Input for this task below:

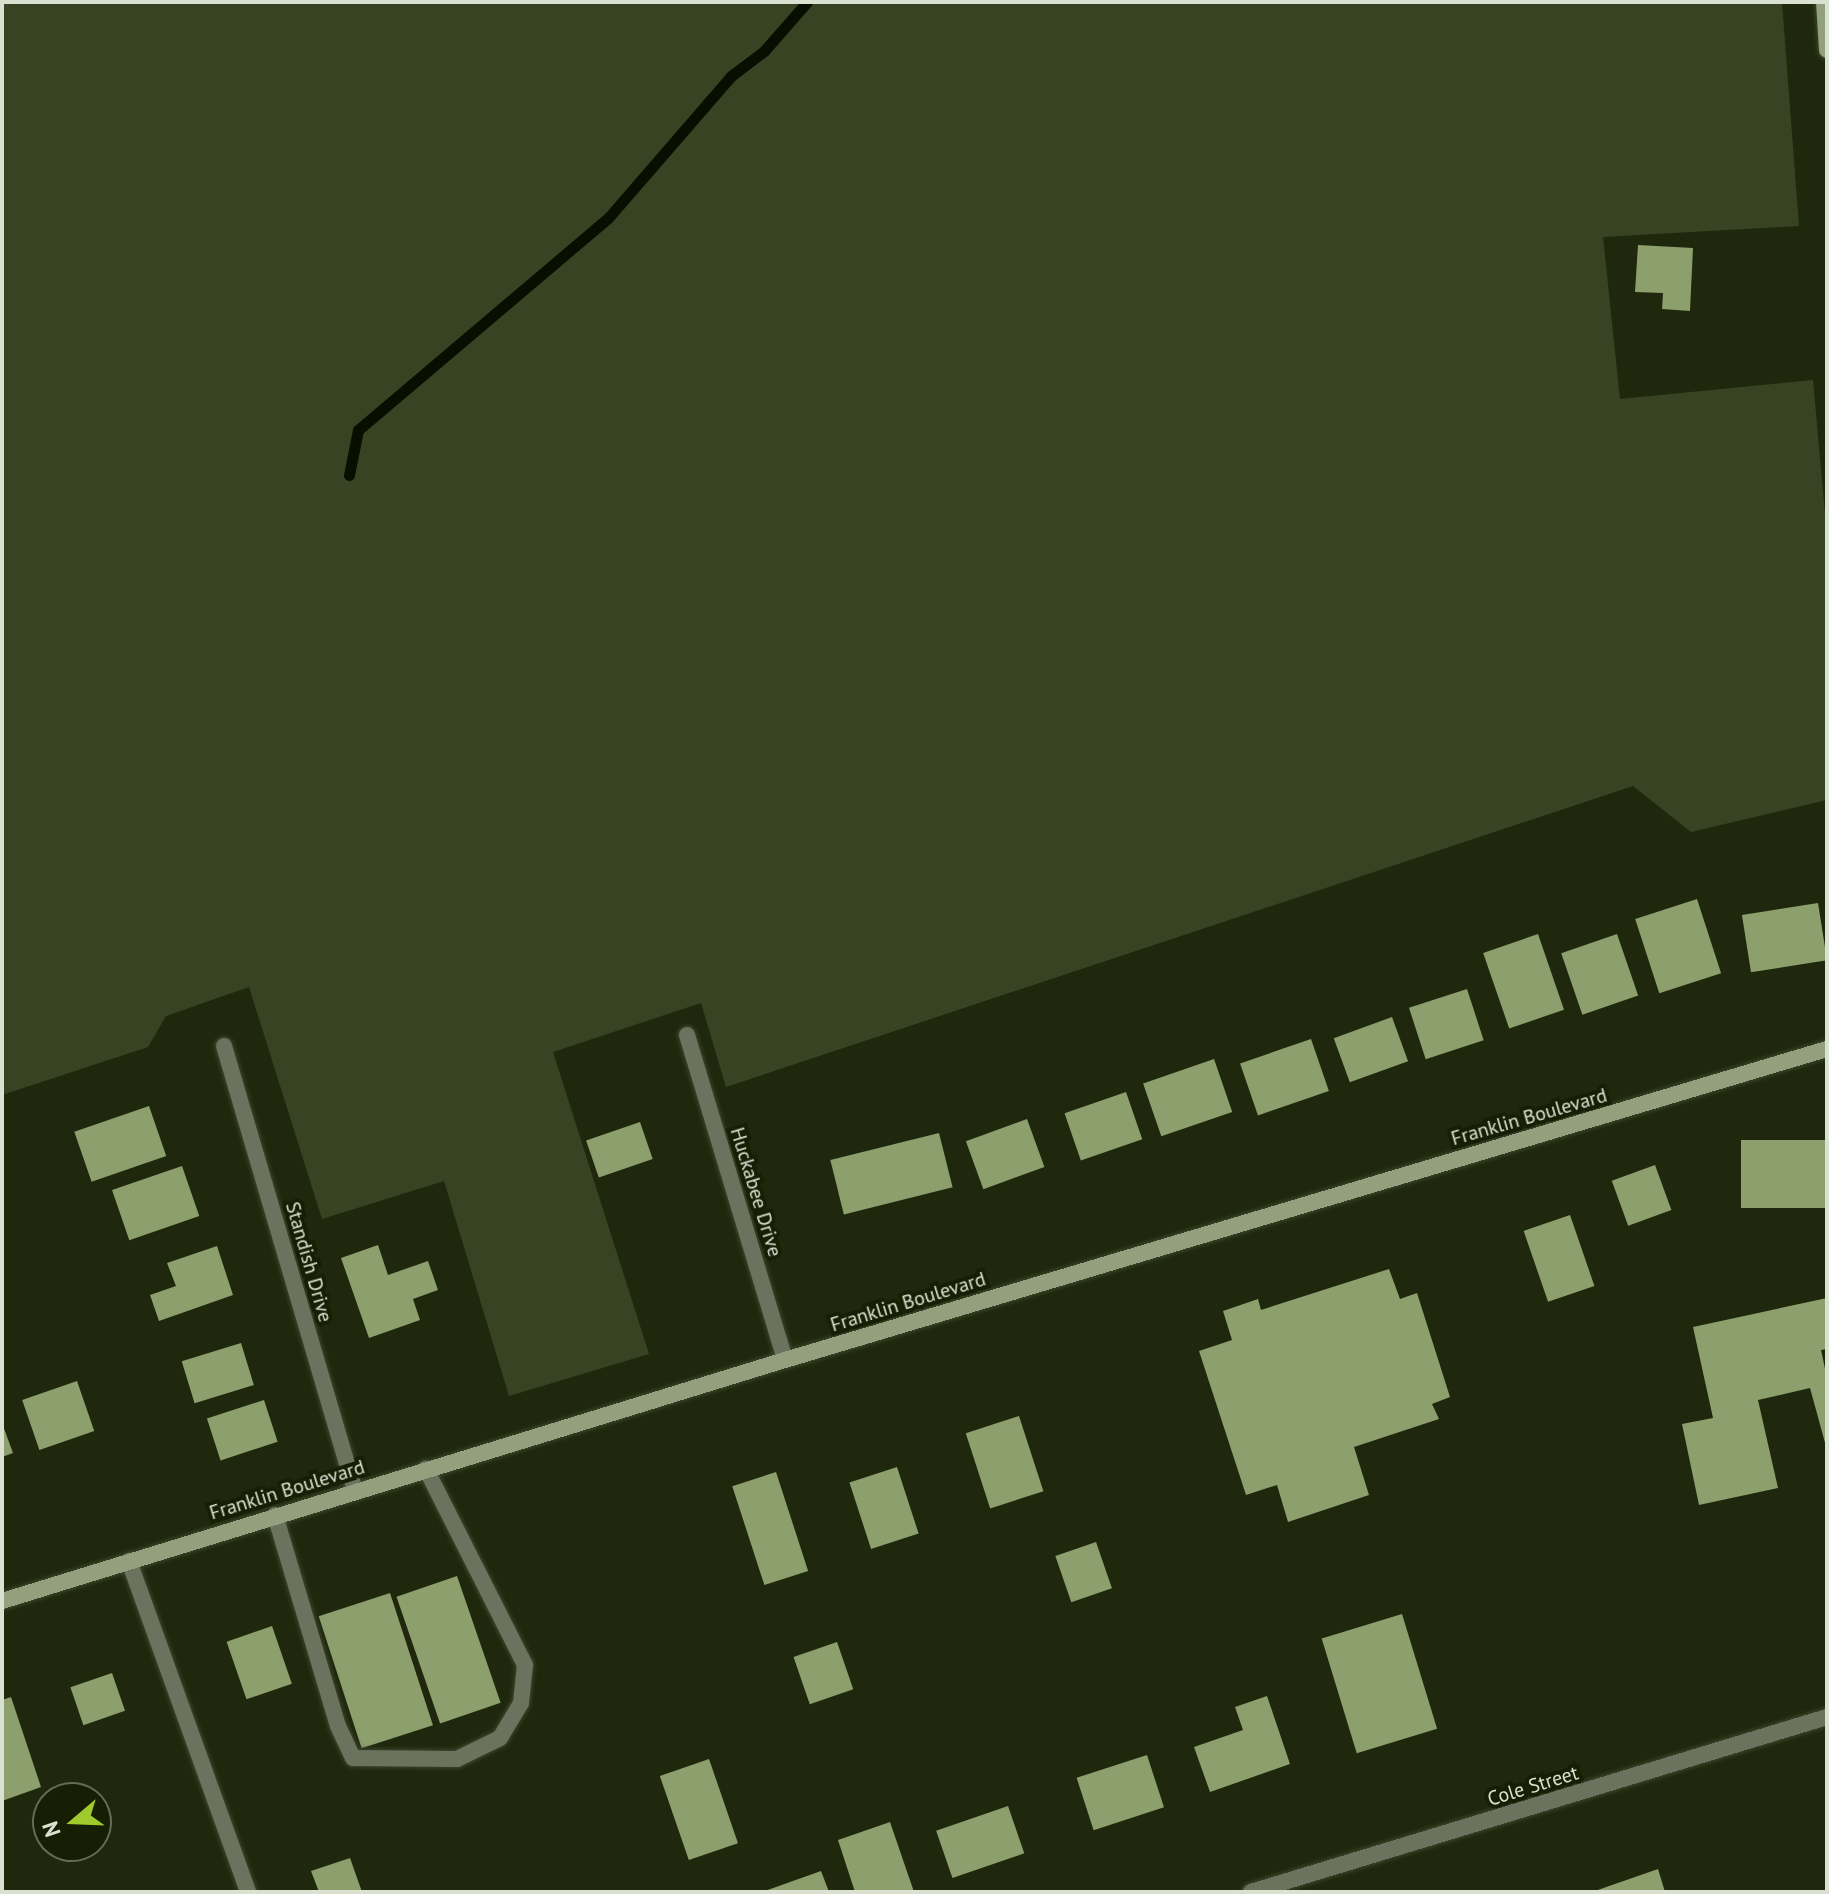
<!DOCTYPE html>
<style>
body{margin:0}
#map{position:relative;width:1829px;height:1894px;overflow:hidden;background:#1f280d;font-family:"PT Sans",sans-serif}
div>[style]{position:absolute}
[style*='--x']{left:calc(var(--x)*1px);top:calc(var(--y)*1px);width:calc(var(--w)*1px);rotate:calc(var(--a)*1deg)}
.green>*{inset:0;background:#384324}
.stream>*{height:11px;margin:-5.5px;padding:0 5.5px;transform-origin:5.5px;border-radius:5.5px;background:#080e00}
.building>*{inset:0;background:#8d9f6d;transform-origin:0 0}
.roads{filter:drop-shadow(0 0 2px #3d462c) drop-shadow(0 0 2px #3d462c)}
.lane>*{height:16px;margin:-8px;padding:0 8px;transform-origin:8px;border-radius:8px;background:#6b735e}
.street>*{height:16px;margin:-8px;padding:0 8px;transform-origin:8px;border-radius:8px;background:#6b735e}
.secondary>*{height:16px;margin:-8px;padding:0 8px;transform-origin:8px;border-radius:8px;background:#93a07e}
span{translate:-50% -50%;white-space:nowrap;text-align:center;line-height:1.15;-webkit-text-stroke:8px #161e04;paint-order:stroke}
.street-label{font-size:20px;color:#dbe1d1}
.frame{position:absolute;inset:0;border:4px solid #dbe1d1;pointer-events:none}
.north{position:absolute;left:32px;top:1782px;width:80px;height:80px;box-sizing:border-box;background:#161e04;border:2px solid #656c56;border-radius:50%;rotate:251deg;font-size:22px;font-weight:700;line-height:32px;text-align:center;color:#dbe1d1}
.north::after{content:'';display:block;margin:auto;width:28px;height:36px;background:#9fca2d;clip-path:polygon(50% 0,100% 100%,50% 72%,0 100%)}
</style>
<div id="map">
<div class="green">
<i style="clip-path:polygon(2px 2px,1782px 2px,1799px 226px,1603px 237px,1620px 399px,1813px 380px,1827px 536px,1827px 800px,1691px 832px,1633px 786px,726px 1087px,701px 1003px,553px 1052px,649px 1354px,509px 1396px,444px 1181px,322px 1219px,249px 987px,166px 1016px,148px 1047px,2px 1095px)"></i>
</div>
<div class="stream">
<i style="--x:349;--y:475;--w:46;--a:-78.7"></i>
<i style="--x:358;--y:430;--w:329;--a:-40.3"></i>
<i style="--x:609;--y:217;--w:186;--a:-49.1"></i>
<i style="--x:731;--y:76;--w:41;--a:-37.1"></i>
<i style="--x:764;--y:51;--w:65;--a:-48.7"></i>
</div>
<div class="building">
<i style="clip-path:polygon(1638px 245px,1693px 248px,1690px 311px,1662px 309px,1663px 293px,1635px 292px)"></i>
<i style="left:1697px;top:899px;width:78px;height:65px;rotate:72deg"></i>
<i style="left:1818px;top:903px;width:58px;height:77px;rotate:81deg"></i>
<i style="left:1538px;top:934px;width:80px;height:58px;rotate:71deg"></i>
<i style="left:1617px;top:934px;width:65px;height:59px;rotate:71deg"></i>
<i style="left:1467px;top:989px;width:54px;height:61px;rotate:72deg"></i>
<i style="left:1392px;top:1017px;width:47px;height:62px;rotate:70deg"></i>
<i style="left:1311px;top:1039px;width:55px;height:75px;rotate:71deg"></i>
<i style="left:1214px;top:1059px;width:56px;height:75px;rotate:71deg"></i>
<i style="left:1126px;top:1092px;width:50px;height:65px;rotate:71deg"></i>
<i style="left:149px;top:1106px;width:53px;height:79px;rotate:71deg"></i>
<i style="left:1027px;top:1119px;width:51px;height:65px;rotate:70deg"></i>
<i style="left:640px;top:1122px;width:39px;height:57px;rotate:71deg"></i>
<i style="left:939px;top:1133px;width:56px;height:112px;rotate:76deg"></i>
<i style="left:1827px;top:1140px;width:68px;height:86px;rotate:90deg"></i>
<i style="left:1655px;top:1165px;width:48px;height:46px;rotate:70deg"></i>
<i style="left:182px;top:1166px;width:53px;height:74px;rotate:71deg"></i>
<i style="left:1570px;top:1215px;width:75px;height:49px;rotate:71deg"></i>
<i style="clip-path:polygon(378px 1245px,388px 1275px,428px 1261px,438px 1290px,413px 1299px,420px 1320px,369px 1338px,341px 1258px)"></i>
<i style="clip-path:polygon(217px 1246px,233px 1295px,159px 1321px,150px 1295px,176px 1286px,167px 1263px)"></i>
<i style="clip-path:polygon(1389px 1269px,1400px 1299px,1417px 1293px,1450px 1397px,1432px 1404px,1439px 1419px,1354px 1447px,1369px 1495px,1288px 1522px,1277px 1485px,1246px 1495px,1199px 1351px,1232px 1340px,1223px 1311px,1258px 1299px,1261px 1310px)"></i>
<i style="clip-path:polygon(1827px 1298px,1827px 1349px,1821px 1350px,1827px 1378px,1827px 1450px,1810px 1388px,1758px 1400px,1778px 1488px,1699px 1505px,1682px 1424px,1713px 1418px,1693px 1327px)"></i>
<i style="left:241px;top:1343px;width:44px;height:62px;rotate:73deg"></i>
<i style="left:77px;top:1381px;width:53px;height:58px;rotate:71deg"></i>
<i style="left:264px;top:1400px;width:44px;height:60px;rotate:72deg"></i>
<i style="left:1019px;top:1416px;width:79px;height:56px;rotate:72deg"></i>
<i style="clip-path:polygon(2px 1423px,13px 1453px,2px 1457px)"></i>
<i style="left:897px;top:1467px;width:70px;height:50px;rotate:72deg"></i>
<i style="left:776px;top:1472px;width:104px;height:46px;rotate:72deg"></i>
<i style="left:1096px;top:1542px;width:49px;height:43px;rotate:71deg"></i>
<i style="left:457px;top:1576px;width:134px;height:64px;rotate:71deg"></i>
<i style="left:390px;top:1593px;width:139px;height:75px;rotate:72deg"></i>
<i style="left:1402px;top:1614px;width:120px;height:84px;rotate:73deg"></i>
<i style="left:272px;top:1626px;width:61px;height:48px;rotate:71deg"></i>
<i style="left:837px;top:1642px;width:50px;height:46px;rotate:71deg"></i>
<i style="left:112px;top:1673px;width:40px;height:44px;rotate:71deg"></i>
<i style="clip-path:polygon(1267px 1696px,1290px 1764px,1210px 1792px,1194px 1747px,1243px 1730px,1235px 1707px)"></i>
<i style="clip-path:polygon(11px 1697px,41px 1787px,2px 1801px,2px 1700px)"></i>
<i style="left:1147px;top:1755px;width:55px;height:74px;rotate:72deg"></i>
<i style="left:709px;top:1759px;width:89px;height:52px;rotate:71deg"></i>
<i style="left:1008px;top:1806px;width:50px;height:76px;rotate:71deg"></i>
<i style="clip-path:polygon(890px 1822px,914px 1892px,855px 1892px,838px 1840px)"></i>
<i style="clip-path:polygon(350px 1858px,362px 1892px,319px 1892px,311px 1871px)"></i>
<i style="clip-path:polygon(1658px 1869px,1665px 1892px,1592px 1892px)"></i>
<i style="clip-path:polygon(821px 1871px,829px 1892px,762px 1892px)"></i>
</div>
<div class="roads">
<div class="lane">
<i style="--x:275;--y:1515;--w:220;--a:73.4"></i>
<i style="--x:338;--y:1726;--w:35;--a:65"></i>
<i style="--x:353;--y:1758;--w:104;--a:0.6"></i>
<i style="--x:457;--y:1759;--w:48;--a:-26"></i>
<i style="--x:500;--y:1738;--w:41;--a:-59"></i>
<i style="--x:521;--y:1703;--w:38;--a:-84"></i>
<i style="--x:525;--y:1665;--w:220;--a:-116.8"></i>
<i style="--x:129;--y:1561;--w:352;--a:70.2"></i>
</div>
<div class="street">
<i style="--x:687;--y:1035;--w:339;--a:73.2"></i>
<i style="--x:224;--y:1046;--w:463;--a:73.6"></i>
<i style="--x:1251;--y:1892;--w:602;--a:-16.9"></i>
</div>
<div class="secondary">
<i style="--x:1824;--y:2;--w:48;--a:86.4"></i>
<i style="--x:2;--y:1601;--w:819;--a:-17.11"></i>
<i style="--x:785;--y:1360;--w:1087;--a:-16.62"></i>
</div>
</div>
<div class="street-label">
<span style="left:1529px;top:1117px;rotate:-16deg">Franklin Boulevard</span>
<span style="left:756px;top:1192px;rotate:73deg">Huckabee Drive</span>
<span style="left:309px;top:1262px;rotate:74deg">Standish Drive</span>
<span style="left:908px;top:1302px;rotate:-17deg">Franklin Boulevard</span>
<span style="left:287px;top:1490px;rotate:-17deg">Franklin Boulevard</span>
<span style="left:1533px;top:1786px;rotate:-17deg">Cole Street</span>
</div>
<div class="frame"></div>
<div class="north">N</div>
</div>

End of Input for this task.

- _What is required_:
Collect from the data above every line that includes "stream".

- _Task solution_:
.stream>*{height:11px;margin:-5.5px;padding:0 5.5px;transform-origin:5.5px;border-radius:5.5px;background:#080e00}
<div class="stream">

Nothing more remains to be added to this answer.